Fine, so how come the Aussie dollar has remained strong for 4 years now with no hint of a change anytime soon and car prices have not decreased one iota?
In Drive’s April 2011 article (http://news.drive.com.au/drive/motor-feature/a-quick-buck-the-high-price-of-luxury-downunder-20110415-1dgy7.html) most people believed it was the fault of the government according to their poll, rather than the car companies. But that doesn’t stack up 3 years later.
BMW said at the time, ”We do hedge to protect against currency movements going both ways. We don’t put prices up when the currency is weak and neither do we respond immediately by putting prices down when the currency is strong. We have to hedge against these kinds of fluctuations for the customers’ benefit [so new owners don’t see their car discounted just months later]. As a manufacturer, we’re not actually in a position to capitalise on a strong Aussie dollar – at least not in the short term.”

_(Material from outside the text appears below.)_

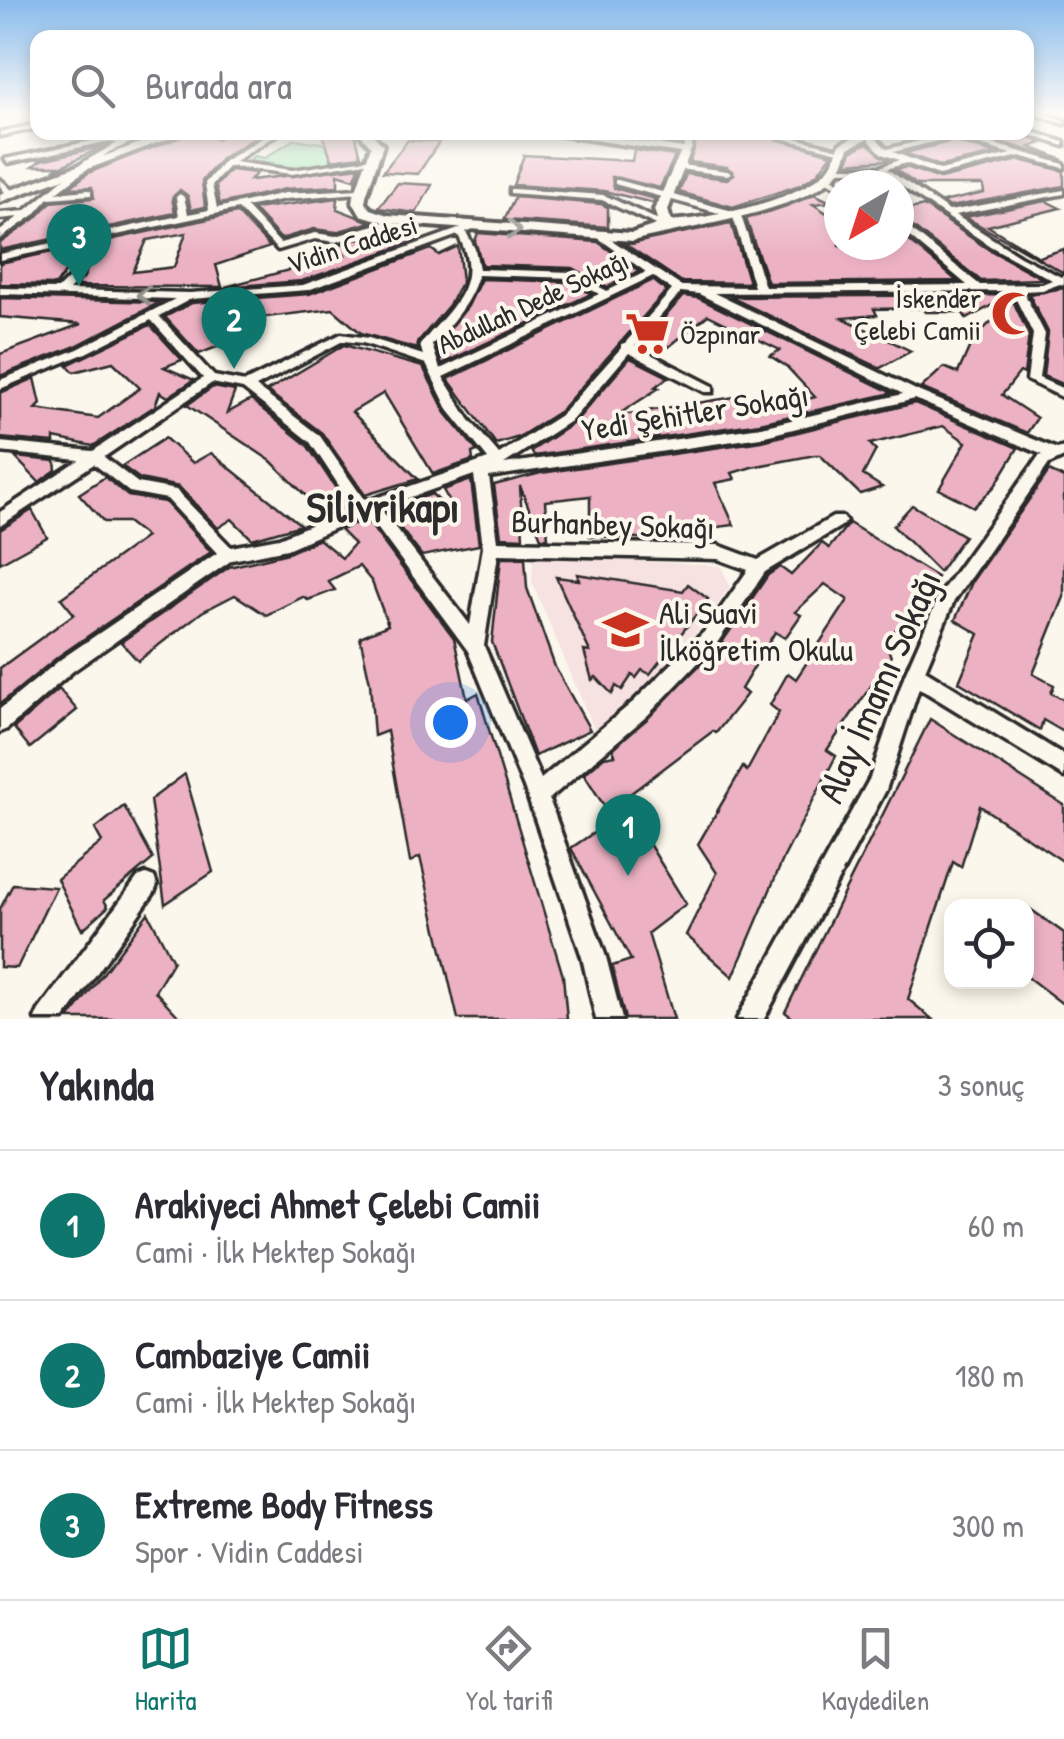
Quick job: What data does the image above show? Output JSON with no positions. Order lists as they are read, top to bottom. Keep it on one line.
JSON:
{"streets":{"street":["Vidin Caddesi","Abdullah Dede Sokağı","Yedi Şehitler Sokağı","Burhanbey Sokağı","Alay İmamı Sokağı"]},"districts":["Silivrikapı"],"places":{"mosque":["İskender Çelebi Camii"],"supermarket":["Özpınar"],"school or university":["Ali Suavi İlköğretim Okulu"]},"north":"bottom left","page":{"search":"Burada ara","pins":["3","2","1"],"heading":["Yakında","3 sonuç"],"list":[{"mark":"1","name":"Arakiyeci Ahmet Çelebi Camii","note":"Cami · İlk Mektep Sokağı","value":"60 m"},{"mark":"2","name":"Cambaziye Camii","note":"Cami · İlk Mektep Sokağı","value":"180 m"},{"mark":"3","name":"Extreme Body Fitness","note":"Spor · Vidin Caddesi","value":"300 m"}],"nav":["Harita","Yol tarifi","Kaydedilen"]}}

So when is it no longer the short term? Can we expect then to see a price cut in the next year, two? I totally understand that if you had bought new you would not want to see the price depreciate by half, the very next day. But come on, are we really that stupid that we will just put up with the status quo and pay twice as much as the UK and even more compared to the US? Do new car buyers really have more money than sense? I tend to that think that the wealthy have money because they are astute and so paying through the nose for a car does not add up.
Eventually there must a ground swell of support for a price decrease. There is with everything else. People are buying off the net for goods they can get from their local Harvey Norman because they can benefit from the strong dollar. And rightly so. Surely we have to start thinking this way when, for most people, the second most expensive product they will purchase is their car.
Until then, buying second hand in this climate has to be the sensible option.